I succeed to train and convert object detection tensorflow saved model to tensorflowJS on my custom data using this post https://blog.tensorflow.org/2021/01/custom-object-detection-in-browser.html , this notebook https://colab.research.google.com/drive/1MdzgmdYJk947sXyls45V7auMPttHelBZ?usp=sharing and using this raactJS app template https://github.com/hugozanini/TFJS-object-detection , but can not figure out tensorflowJS model's predicted tensor array elements to draw squares on video window in react app in JS, got below issue.

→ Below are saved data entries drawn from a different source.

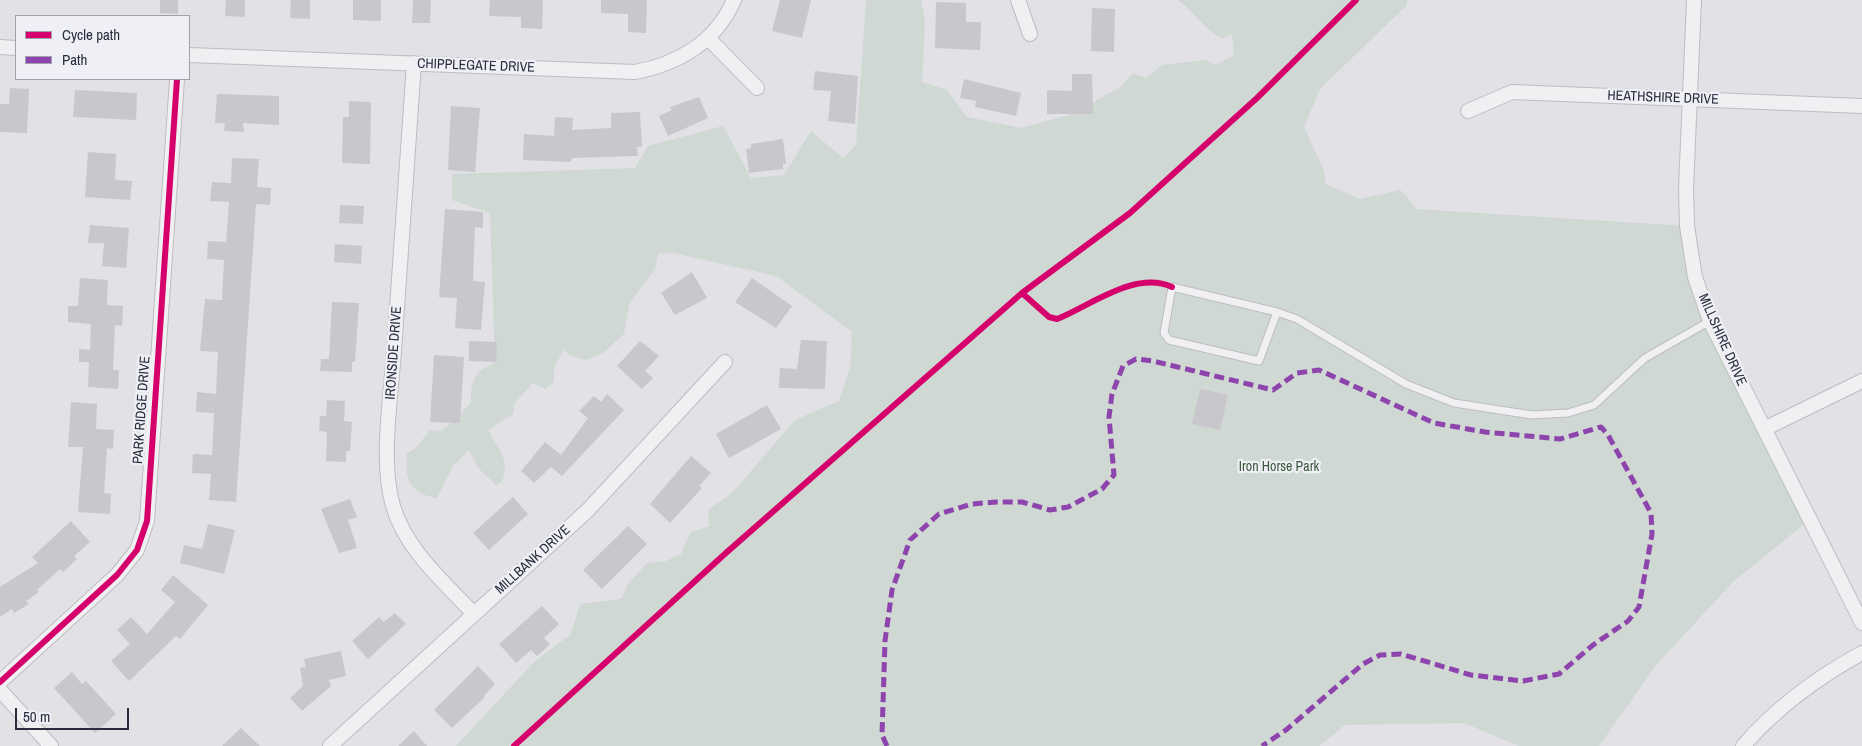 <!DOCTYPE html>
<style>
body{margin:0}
#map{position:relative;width:1862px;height:746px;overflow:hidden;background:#e1e1e6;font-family:"Archivo Narrow",sans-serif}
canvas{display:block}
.legend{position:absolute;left:15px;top:15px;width:175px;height:65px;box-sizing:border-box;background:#eff0f5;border:1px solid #a0a1ab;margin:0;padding:6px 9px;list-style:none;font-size:15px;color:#2a2b3d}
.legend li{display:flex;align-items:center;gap:10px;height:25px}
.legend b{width:25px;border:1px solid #a0a1ab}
.scale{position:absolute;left:15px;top:708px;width:114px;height:22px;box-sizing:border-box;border:2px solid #2a2b3d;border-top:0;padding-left:6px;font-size:15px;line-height:18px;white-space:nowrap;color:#2a2b3d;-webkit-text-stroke:4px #eff0f5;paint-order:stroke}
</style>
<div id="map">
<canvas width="1862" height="746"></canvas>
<ul class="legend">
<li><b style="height:6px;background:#d6006c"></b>Cycle path</li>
<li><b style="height:6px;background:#8e44ad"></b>Path</li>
</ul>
<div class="scale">50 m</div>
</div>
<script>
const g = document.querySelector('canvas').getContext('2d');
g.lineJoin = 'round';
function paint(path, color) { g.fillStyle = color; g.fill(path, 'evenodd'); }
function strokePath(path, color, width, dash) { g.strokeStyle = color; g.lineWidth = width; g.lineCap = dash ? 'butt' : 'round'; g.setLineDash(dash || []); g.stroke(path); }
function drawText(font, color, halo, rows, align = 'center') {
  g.font = font + ' "Archivo Narrow",sans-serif'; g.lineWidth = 4.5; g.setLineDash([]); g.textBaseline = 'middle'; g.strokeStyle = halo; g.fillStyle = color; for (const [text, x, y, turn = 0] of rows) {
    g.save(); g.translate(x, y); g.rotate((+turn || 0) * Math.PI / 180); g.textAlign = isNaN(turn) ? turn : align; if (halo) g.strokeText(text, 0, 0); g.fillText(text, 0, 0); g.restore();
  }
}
const green = new Path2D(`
 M866,0H921L925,21L922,82L947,90L967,117L1021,128L1069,115L1119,88L1133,73L1146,78L1162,65L1206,60L1215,65L1234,55L1232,34L1222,39C1204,28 1194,12 1178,0H1407V5L1320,89L1304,127L1323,168L1326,184L1360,199L1400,190L1408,198L1416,209L1687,226L1695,277L1809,520L1733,582L1656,665L1599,746H1519L1464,723L1345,725L1319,746H456L535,661L571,634L580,604L621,599L628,584L647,563L666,561L681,554L690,533L709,526L708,510L732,493L795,420L839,401L850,368L852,332L776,276L673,253L658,254L655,269L629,304L624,334L604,352L587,360L571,356L564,350L554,367V382L545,389L533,383L514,404L513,414L488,430C498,450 511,458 502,482L496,485L478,468L469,450L453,466L437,498C410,494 404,479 407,453L416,448L430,430L442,431L471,403C471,379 473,374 495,362L490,213L452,200V174L635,168L648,146L723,126L751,178L784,175L811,131L843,158L856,145Z`);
const building = new Path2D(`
 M160,0H178V14L160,13Z
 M226,0H245V17L225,16Z
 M291,0H310V19L290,18Z
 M353,0H381V21L353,20Z
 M413,0H431L430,23H412Z
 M490,0H543L542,29L521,28V17L489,16Z
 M601,0H647L646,33L628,32V14L601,13Z
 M780,0H811L802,38L772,31Z
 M936,2L966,3V22H981L980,50L935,48Z
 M1092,8L1115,9L1114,52L1091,51Z
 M815,71L858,76L855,124L828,121L831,91L813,90Z
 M1072,74H1092L1093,114H1047V90L1072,91Z
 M964,79L1021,93L1016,116L975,107L976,101L960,98Z
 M10,88L29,89L27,133L0,132V104H9Z
 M75,90L137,93L136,120L73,117Z
 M217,94L279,96V125L243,123L244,132L224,131L225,123H215Z
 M699,97L708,118L668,136L659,116L672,110L670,107Z
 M349,101L371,102L370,164L342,163L343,117H349Z
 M451,106L480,108L475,172L448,170Z
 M640,112L642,147H637L638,156L572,158L571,162L523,160L524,134L554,136L555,117L573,118L572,130L611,128V113Z
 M783,139L786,164H783V169L749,173L746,149L751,148V144Z
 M88,152L116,154L115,180L132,181L130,200L85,197Z
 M232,158L259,159L257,187L271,188L270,205L256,204L236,502L209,500L211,474L192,473L193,454L212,455L214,413L196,412L197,392L216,394L218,352L200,351L205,299L222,300L224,260L207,259L208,241L226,242L229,202L210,201L212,182L231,183Z
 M340,205L364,206L363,224L339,223Z
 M445,209L483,212V228L475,227L473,281L485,282L481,330L455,328L457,298L439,297Z
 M90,225L129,228L126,268L102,266L104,243H88Z
 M335,244L362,246L361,264L334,262Z
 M692,272L707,298L675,315L661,293Z
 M80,278L108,280L107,305L123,306L122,326L115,325L113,370H119L118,389L88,387L89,362H79V349L90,350L91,324L68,322V306H78Z
 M752,278L792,306L776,328L735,302Z
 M332,302L359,303L355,362H352V372L320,371L321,359H329Z
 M801,340L827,341L825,389L779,388L780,368L797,369Z
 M469,341L497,342L496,362L469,361Z
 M640,341L659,356L645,371L653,378L642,389L617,366Z
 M434,355L464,357L460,423L430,422Z
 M1200,389L1228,395L1220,430L1192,424Z
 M607,394L624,410L562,476L551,467L534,483L521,471L545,442L561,455L588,418L579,411L594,396L601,402Z
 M327,400L345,401L344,421L352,422L350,451H346V462L326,461L327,432L319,431L320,416H326Z
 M71,402L97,404L96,429L114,430L113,449L107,448L104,493L111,494L110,514L78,512L83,447H68Z
 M767,405L781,429L729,458L716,434Z
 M691,456L711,473L699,486L702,488L670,523L650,504Z
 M513,497L528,514L489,550L473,533Z
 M350,499L357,517L348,520L357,548L339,553L321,509Z
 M71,521L90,542L74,556L77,559L63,572L60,569L37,590L39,592L26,601L29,604L14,613L12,609L0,617V587L38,563L32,557Z
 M208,524L235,530L224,574L180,563L184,545L202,549Z
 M628,526L647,544L602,589L583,570Z
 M173,575L208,605L180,639L176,636L129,681L111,661L130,644L117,630L131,617L147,634L175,602L161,590Z
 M542,606L559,624L544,638L550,644L537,656L531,650L516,663L499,644Z
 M395,613L406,624L368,659L352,641L379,617L384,622Z
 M341,651L346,676L329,680L331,686L302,711L290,698L303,686L300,668L306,667L304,659Z
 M478,666L495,684L484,696L485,697L452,728L434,710Z
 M72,672L82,684L86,681L116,714L95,733L54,688Z
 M241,728L260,746H222Z
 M414,731L427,746H398Z`);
const service = new Path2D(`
 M1277,312L1259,361L1169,340L1164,333L1172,287L1277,312L1297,319L1406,384L1454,403L1532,415L1568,413L1594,405L1645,358L1710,321`);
const minor = new Path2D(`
 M1018,0L1030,34
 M1694,0L1686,189L1687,226L1695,277L1710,321L1862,623
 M708,38L757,88
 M0,47L16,48
 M189,55L635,72C678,64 716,42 734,0
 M414,63C407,159 401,255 394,351C391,397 380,462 393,506C406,550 444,582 474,614
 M1468,111L1512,92L1862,106
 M1764,429L1862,381
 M0,682L117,575L137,550L147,521L177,79
 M0,690L51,746
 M330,746L588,510L725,362
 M1743,746C1776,708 1818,677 1862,653`);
const quiet = new Path2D(`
 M887,746L882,735L885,641L892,590L910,540L939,514L972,504L996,502H1022L1050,510L1068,507L1102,489L1114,475L1109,417L1112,394L1123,366L1136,359L1153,361L1273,390L1297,373L1319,370L1434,423L1485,432L1560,439L1601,427L1608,435L1651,513L1652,534L1639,607L1628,621L1593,645L1559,674L1523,681L1471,675L1401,654L1380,655L1363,664L1286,730L1262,746`);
const cycleway = new Path2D(`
 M1022,293L1049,317L1057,319C1090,306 1135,270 1172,287
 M0,682L117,575L137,550L147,521L177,79
 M514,746L727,552L1022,293L1130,213L1257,98L1356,0`);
const streetNames = [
 ["CHIPPLEGATE DRIVE",476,66,2],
 ["HEATHSHIRE DRIVE",1663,98,2],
 ["MILLSHIRE DRIVE",1722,340,66],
 ["IRONSIDE DRIVE",394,353,-86],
 ["PARK RIDGE DRIVE",142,410,-86],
 ["MILLBANK DRIVE",533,560,-42]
];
const parkNames = [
 ["Iron Horse Park",1279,467]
];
paint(green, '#d0d8d3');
paint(building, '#c7c7cc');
strokePath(service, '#bdbdc1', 9);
strokePath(minor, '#bdbdc1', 16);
strokePath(service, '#f0f0f3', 7);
strokePath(minor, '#f0f0f3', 14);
strokePath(quiet, '#8e44ad', 5, [10, 5]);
strokePath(cycleway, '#d6006c', 6);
drawText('14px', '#2a2b3d', '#eff0f5', streetNames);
drawText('14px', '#39573d', '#eff0f5', parkNames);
</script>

https://colab.research.google.com/drive/1MdzgmdYJk947sXyls45V7auMPttHelBZ?usp=sharing

I can't understand and read the array output of TensorflowJS model, so can not use it to display result.

In prediction section of the below function, how to know which prediction tensor array element is for boxes, scores or classes?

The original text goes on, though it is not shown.